Judging the inaugural Bath Flash Fiction Award has been both an honour and a delight. The organisers did the hard work of sifting through one thousand entries and sent me, as if by magic, the twenty intriguing stories on this shortlist.
The first thing that struck me was the proliferation of certain themes — death, apocalypse or social breakdown featured in at least half the shortlist — which is not to say that the stories themselves are uniform. Far from it. Without exception, the writers have used their 300 words to create something fresh and distinctive.
The second thing I noticed was the level of ambition. The vast majority of writers avoided the common pitfalls of low stakes and trite endings (which might be why there was so much death and apocalypse!). Moreover, there was a high standard of linguistic flair, even if I did have some stylistic quibbles here and there.
When choosing the winners, I looked for originality and craft — care with language and a sense of formal completeness. Ironically, the few stories that succumbed to showiness tended to leave very little trace. The most successful writers were single-minded about what they wanted to convey and didn’t let their delight in language get in the way. As for the winning story, it is simply outstanding – a comedic tour de force.
When it came to judging, I annotated, spoke aloud, and colour-coded each story multiple times (green, red, amber for yes, no, maybe). As it happens, my overall winner revealed itself on the second read through and never lost that lead, but the six or so other stories that rose to the surface proved difficult to separate. Eventually, a couple of days later, six shrank to four and a ranking emerged.

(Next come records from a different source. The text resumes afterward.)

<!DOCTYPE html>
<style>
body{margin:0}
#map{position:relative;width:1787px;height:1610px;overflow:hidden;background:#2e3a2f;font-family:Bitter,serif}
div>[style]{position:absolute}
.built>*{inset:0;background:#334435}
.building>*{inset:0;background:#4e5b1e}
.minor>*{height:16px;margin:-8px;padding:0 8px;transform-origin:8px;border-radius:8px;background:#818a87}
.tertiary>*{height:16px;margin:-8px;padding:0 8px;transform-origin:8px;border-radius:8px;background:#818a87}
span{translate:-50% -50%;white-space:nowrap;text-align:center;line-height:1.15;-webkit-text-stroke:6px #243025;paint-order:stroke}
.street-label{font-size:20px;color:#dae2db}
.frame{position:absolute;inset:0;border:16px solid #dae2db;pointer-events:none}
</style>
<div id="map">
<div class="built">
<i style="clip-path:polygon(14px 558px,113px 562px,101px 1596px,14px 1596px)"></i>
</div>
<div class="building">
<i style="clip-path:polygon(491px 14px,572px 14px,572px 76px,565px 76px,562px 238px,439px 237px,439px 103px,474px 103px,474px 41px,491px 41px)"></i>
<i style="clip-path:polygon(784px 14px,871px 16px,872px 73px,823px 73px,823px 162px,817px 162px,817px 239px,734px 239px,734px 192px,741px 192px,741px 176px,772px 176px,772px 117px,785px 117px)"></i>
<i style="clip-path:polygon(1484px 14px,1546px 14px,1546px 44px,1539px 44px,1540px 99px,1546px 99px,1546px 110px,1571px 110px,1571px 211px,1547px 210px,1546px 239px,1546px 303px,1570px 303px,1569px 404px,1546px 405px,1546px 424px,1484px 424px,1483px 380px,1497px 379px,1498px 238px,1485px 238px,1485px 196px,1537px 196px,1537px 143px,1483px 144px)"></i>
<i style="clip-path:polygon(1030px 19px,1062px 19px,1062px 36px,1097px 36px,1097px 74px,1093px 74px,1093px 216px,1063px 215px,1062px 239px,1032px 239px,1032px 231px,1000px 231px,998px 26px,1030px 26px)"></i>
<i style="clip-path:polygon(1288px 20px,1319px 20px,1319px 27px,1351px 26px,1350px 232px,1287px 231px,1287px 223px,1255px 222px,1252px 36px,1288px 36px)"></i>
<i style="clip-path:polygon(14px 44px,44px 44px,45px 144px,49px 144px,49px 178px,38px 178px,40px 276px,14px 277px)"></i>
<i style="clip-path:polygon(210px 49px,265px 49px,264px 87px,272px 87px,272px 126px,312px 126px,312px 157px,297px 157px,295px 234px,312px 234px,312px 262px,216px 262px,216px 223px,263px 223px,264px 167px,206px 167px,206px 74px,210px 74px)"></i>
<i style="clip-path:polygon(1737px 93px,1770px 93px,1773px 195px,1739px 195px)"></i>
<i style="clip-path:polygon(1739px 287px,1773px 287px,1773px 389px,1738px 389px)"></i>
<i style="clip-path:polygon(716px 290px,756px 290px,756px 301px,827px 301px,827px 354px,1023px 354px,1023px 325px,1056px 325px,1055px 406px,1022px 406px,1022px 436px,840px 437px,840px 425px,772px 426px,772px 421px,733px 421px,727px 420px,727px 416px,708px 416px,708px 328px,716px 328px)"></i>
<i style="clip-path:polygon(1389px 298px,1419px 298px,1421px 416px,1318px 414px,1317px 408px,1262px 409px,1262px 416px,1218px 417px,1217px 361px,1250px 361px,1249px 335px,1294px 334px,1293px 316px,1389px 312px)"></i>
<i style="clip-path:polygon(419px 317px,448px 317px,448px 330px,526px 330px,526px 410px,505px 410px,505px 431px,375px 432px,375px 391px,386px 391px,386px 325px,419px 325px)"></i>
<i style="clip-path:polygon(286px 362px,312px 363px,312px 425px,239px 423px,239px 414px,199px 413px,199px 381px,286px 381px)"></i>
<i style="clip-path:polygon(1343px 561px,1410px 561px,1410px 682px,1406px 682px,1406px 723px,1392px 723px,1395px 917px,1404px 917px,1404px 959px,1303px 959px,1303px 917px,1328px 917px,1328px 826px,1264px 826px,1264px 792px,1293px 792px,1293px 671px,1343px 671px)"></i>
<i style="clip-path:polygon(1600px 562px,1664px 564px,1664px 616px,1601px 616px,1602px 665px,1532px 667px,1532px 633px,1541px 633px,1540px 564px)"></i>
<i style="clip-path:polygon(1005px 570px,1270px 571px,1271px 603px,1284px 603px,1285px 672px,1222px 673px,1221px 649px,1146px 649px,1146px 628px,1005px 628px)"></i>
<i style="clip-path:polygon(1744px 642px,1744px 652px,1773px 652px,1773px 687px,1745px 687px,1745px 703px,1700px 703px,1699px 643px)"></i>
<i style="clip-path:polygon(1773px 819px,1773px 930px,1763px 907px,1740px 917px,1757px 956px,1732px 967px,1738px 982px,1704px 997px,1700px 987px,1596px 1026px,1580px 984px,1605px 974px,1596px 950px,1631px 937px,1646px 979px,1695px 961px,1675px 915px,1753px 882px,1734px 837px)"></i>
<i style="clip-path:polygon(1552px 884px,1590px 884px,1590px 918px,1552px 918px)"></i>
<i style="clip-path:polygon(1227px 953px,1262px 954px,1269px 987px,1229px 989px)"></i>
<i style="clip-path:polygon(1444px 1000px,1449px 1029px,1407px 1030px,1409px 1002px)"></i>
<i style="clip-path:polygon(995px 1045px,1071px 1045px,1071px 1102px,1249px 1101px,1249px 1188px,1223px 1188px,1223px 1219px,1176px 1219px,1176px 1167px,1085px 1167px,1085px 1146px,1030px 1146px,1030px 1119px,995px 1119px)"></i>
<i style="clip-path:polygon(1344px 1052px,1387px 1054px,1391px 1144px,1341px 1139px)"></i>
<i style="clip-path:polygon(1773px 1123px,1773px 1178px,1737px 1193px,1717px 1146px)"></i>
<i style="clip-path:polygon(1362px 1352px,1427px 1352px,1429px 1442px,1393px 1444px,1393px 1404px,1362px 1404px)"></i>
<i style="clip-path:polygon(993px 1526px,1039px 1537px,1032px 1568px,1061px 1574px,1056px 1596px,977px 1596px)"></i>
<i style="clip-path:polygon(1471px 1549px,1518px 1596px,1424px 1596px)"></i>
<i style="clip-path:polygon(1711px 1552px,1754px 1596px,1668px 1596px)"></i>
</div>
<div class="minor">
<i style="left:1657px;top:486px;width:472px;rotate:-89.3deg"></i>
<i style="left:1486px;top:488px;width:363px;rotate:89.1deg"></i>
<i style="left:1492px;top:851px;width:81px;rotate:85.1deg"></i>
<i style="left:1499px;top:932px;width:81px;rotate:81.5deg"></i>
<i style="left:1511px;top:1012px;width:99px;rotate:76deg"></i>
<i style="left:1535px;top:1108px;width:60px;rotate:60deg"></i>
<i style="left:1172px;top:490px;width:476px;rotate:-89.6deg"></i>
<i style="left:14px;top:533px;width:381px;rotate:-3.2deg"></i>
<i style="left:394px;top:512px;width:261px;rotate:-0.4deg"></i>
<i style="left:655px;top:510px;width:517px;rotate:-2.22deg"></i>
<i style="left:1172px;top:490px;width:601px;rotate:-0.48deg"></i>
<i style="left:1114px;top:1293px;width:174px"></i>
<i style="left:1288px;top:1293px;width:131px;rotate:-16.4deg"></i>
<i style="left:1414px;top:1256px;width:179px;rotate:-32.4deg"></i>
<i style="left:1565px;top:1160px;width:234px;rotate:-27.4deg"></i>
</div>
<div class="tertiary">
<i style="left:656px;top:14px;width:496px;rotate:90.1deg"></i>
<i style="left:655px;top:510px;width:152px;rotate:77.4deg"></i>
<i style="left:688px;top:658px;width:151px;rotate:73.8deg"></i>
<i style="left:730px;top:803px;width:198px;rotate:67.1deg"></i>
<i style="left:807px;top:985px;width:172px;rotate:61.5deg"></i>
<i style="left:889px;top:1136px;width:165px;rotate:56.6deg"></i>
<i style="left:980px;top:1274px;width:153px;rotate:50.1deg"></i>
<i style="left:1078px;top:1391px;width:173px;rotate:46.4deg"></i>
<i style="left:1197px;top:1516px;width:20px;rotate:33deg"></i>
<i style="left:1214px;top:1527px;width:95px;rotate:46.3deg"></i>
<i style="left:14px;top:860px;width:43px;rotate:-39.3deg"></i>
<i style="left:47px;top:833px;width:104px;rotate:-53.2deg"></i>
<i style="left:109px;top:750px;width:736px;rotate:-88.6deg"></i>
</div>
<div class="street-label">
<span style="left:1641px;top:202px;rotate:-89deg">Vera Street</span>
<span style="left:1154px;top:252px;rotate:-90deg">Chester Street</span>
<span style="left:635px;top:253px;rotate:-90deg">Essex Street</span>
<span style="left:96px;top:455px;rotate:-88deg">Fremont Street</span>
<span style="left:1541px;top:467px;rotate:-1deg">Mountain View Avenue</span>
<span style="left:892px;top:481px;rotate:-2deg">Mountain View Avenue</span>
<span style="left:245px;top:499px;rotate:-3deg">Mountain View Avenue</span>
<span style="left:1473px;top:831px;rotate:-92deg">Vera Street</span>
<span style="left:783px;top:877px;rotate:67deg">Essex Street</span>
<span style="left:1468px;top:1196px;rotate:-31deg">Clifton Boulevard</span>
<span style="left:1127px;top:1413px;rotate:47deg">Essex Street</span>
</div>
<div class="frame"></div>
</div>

The winning story made me laugh out loud each time I read it. In ‘Radio Alarm’ our character awakes to the soundtrack of the shipping forecast on the morning after a very eventful night. The title obviates the need for scene setting and leads us straight into the story. There is no laboured telling here; we receive information as the character starts to remember it, in single-word flashes of horrified recollection. The character senses the flavour of the night (bad!), long before s/he is able to piece it all together. The story is remarkable for its deft deployment of two voices — the incantatory voice of the shipping forecast acting as the perfect foil for the terse interior voice of the character. The writer mines the comic potential of disparate elements: rhubarb vodka, vicars, drag queens, naked bike rides, even the place name Thirsk, with judicious use of juxtaposition and repetition. Soon, a possible sequence of events begins to emerge. Oh dear, oh dear, oh dear. The voices become ever more contrapuntal — certain phrases from the shipping forecast seem to prompt details from the previous night’s escapade — until the story reaches its breathless, and very funny, conclusion. Wonderful writing, and a very worthy inaugural winner!
Second prize goes to ‘This Is How They Drown’ — a more conventional story, but a very well told one. I loved how the characters, oblivious to what is about to occur, are placed in separate zones — Connie and Luke making out on the beach and Ferg floating further out to sea — and how the writer then unites all three in the final few lines. There are some lovely details: ‘they are fifteen and feckless’, ‘She tastes like salt and sunblock and girl’. Summer and youth, and the pleasures of both are well conveyed. Without overdoing it, the writer evokes very well the mercilessness of fate, both in the matter-of-fact title and in the use of hard-edged imagery — the ‘metallic glare’ of sun on sea, the ‘sequined water’ and ‘cut glass sky’. Meanwhile, an omniscient, unblinking eye looks on with cold detachment, and this is what gives the story much of its considerable power.
The third prizewinner, ‘The Most Amazing’, manages to pull off the unlikely juxtaposition of the repair of a toilet with the end of days. This story is distinguished by naturalistic dialogue and by its clear focus. The idea of someone empowered by catastrophe is an affecting one. It is apt that it is the girl’s eyes that are the primary object of Will’s admiration, just as the whole world is going dark. As he makes his declaration, he seems to see her even more clearly than before, which is when we get the beautiful final passage with its close-up focus on the detail of the girl’s face and her slow motion smile.
The two stories I’ve chosen for commendation are as follows:
In ‘Sailboats’, a seaside encounter between an adult daughter and her father, I enjoyed the wry observations on love and marriage. The character of the father is drawn very effectively with very few strokes. ‘[he] gestured the waitress over for more oyster shooters, an appropriate way to get a little drunk before 5.00.’ ‘[he] did believe in coincidental romances, having followed that fairy path several times himself.’ The daughter’s need for self-realisation is neatly expressed in the sailboats heading out to sea.
‘Picasso Dreams’ is a kind of conceit about the nature of imagination. The brisk, clean prose is somewhat at odds with the subject-matter, and this creates an interesting sense of dissonance. It’s visual too, with the dreamscape enlivened by flashes of blue and lime green. An imaginative, original story.
Congratulations to all twenty shortlisted writers!